→ **About this task**
Determine how many lines of the data include the word "arrow", and write only that number.

[Stored items]
......

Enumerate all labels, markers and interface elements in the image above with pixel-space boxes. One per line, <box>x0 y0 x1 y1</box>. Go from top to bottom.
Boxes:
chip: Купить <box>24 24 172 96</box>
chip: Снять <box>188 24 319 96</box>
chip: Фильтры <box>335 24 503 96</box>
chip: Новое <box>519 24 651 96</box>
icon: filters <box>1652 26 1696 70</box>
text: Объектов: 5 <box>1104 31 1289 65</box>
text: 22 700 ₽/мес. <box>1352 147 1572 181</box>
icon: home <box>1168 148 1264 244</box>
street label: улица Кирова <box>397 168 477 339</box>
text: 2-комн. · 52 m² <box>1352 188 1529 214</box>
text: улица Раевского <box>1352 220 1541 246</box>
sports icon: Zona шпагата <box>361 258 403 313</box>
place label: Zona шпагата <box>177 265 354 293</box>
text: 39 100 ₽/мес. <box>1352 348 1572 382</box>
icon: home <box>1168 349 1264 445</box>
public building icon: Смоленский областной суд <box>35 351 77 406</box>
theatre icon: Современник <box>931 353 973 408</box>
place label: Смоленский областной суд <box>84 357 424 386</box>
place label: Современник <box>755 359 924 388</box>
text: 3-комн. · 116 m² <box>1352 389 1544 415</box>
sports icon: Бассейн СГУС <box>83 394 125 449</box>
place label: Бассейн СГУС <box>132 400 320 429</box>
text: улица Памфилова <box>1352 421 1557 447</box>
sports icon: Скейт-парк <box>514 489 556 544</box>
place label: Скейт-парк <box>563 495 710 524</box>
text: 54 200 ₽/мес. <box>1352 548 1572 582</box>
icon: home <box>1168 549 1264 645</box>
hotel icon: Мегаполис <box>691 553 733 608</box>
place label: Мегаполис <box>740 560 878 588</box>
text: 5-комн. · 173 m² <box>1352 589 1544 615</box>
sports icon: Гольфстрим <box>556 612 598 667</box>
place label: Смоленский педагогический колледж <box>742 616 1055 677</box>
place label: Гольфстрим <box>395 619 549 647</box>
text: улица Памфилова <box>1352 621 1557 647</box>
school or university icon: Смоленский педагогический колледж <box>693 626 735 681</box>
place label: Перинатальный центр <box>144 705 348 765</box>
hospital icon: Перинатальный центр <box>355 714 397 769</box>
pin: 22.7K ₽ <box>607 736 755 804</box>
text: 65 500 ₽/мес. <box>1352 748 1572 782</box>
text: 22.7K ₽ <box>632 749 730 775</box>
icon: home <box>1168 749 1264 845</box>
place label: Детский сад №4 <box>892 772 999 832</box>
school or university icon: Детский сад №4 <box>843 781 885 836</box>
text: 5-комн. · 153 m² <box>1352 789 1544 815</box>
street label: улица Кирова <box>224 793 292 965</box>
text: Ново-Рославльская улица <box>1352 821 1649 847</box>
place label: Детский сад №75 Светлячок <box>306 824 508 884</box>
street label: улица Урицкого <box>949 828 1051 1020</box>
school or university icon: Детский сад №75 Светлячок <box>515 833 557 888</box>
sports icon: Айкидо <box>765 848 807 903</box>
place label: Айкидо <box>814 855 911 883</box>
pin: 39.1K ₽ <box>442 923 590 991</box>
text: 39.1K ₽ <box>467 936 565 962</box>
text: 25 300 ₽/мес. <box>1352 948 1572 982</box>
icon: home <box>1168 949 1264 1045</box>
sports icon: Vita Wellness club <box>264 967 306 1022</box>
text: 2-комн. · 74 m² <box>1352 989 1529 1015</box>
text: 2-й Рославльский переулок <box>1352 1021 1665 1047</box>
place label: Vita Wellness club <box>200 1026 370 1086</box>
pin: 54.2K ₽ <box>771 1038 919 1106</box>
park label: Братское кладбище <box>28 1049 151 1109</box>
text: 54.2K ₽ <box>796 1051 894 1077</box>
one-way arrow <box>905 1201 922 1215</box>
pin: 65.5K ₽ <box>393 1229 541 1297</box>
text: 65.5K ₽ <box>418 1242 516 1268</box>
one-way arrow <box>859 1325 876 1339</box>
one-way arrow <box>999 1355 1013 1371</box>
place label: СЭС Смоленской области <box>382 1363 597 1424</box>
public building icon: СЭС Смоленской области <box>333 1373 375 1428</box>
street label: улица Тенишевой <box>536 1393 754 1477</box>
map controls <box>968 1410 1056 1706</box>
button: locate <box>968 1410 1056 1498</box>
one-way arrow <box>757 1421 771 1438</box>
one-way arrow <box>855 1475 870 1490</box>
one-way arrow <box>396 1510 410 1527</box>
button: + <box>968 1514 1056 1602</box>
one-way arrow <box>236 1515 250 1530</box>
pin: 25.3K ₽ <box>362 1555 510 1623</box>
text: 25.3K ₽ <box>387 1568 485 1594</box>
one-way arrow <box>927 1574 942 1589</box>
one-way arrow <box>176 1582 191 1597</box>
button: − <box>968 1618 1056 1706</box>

......

→ **Answer for this exercise**
9